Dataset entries
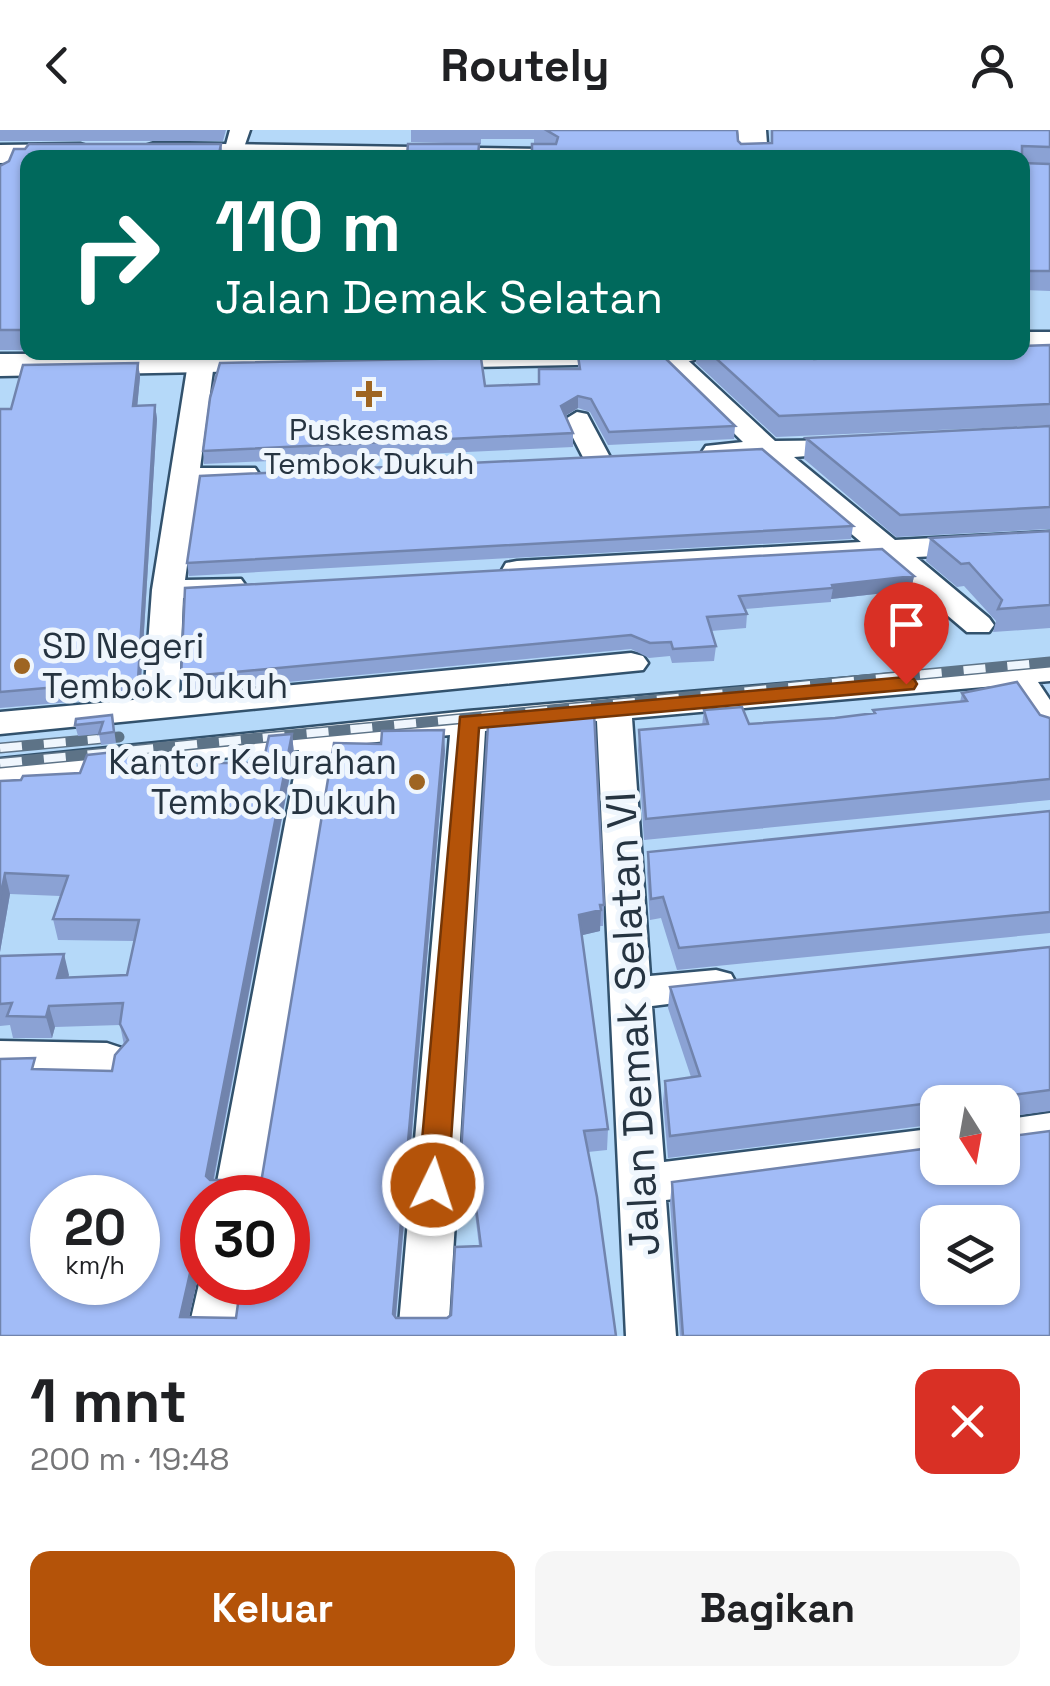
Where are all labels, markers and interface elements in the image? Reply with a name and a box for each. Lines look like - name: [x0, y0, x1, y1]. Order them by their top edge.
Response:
- text: Routely: [440, 37, 610, 94]
- icon: back: [30, 38, 85, 93]
- icon: person: [965, 38, 1020, 93]
- text: 110 m: [215, 182, 401, 271]
- icon: right: [50, 190, 180, 320]
- text: Jalan Demak Selatan: [215, 269, 663, 326]
- marker: Puskesmas Tembok Dukuh: [356, 381, 382, 407]
- place label: Puskesmas Tembok Dukuh: [263, 410, 475, 483]
- pin: [864, 582, 949, 685]
- icon: arrive: [879, 597, 934, 652]
- place label: SD Negeri Tembok Dukuh: [42, 624, 288, 708]
- marker: SD Negeri Tembok Dukuh: [11, 655, 33, 677]
- place label: Kantor Kelurahan Tembok Dukuh: [108, 740, 397, 824]
- marker: Kantor Kelurahan Tembok Dukuh: [406, 771, 428, 793]
- street label: Jalan Demak Selatan VI: [594, 791, 671, 1257]
- north arrow: [920, 1085, 1020, 1185]
- map controls: [920, 1085, 1020, 1305]
- position arrow: [381, 1133, 485, 1237]
- speed limit sign: 30: [180, 1175, 310, 1305]
- text: 20: [64, 1196, 126, 1260]
- button: layers: [920, 1205, 1020, 1305]
- text: km/h: [65, 1249, 125, 1281]
- text: 1 mnt: [30, 1363, 187, 1440]
- button: close: [915, 1369, 1020, 1474]
- text: 200 m · 19:48: [30, 1439, 230, 1479]
- button: Keluar: [30, 1551, 515, 1666]
- button: Bagikan: [535, 1551, 1020, 1666]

Problem details >>
What you write should match the entries exactly, except that the pictures are dropped.

Written answer >>
Where are all labels, markers and interface elements in the image? Reply with a name and a box for each. Lines look like - name: [x0, y0, x1, y1]. Order them by their top edge.
Response:
- text: Routely: [440, 37, 610, 94]
- icon: back: [30, 38, 85, 93]
- icon: person: [965, 38, 1020, 93]
- text: 110 m: [215, 182, 401, 271]
- icon: right: [50, 190, 180, 320]
- text: Jalan Demak Selatan: [215, 269, 663, 326]
- marker: Puskesmas Tembok Dukuh: [356, 381, 382, 407]
- place label: Puskesmas Tembok Dukuh: [263, 410, 475, 483]
- pin: [864, 582, 949, 685]
- icon: arrive: [879, 597, 934, 652]
- place label: SD Negeri Tembok Dukuh: [42, 624, 288, 708]
- marker: SD Negeri Tembok Dukuh: [11, 655, 33, 677]
- place label: Kantor Kelurahan Tembok Dukuh: [108, 740, 397, 824]
- marker: Kantor Kelurahan Tembok Dukuh: [406, 771, 428, 793]
- street label: Jalan Demak Selatan VI: [594, 791, 671, 1257]
- north arrow: [920, 1085, 1020, 1185]
- map controls: [920, 1085, 1020, 1305]
- position arrow: [381, 1133, 485, 1237]
- speed limit sign: 30: [180, 1175, 310, 1305]
- text: 20: [64, 1196, 126, 1260]
- button: layers: [920, 1205, 1020, 1305]
- text: km/h: [65, 1249, 125, 1281]
- text: 1 mnt: [30, 1363, 187, 1440]
- button: close: [915, 1369, 1020, 1474]
- text: 200 m · 19:48: [30, 1439, 230, 1479]
- button: Keluar: [30, 1551, 515, 1666]
- button: Bagikan: [535, 1551, 1020, 1666]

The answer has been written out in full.